Nah, sperma pada pria dan sel telur pada wanita diperlukan untuk terjadinya pembuahan. Sperma berada dalam air mani. Sperma yang normal mempunyai kepala, ekor, dan bergerak sangat cepat; jumlahnya ada 2-5 ml atau 40-100 juta sperma, pH-nya antara 7-8, viskositas/kekentalannya normal, tak kental tapi encer seperti air biasa, dan warnanya putih seperti mutiara. Dengan demikian, bila jumlah sperma kurang dari jumlah normal, misal, hanya 10 atau 5 juta, maka yang bersangkutan perlu diperiksa hormon FSH, LH, atau testosteronnya untuk mengetahui normal-tidaknya. Bila benar spermanya abnormal, barulah dilakukan terapi hormon.
Pada wanita, terapi hormon dilakukan bila tak ada ovulasi (anovulasi). "Hormon FSH pada wanita berfungsi merangsang pertumbuhan dan pematangan folikel yang terdapat di indung telur. Folikel ini akan membesar hingga berdiameter 18-20 mm, yang selanjutnya akan dirangsang oleh LH untuk pecah dan mengeluarkan sebuah telur yang siap dibuahi," papar dr. Andon Hestiantoro, SpOG dari RSUPN Cipto Mangunkusumo, Jakarta. Jadi, bila folikelnya tetap kecil, perlu campur tangan dari luar, berupa pemberian hormon FSH atau LH agar kerja hormon kembali normal dan folikelnya bisa tumbuh kembang dengan baik. "Sebab, folikel tak tumbuh bisa karena hormonnya mengalami kekurangan atau kerja hormonnya kurang baik,"
DIPERIKSA DAHULU
Meski terapi ini dilakukan bagi yang ingin punya anak, tak berarti semua kasus infertilitas bisa diatasi dengan terapi hormon, lo. Bukankah penyebab infertilitas amat banyak? "Terapi hormon hanya dilakukan bila koordinasi atau produksi hormonnya kurang baik," tegas Andon.

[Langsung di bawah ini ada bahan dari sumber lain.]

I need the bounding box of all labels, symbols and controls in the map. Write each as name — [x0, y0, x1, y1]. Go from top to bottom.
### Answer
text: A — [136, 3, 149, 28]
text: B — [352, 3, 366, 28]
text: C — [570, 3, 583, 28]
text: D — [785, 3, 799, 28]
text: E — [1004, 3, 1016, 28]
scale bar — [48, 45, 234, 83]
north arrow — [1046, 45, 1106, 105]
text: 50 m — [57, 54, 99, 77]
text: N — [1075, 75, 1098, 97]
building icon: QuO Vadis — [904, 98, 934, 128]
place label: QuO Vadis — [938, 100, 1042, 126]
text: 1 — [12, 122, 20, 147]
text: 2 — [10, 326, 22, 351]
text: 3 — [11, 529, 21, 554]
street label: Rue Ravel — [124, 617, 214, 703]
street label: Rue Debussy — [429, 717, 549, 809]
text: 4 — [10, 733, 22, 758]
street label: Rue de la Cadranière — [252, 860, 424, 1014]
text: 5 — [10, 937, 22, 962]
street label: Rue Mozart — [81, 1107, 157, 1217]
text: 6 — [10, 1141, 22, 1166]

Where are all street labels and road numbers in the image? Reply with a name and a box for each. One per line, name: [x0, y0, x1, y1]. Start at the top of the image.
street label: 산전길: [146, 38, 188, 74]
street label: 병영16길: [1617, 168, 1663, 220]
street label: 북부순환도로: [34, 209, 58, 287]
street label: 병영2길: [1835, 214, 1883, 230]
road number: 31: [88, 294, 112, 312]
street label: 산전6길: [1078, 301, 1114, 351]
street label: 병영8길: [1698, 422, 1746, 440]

Pun untuk pria, sambung Tri Bowo, "harus diyakini benar bahwa memang betul diagnosanya karena adanya gangguan hormon, bukan karena kerusakan testis yang permanen semisal testis kena tumor atau bekas operasi. Kalau hal ini yang terjadi, tak ada gunanya diberikan terapi hormon."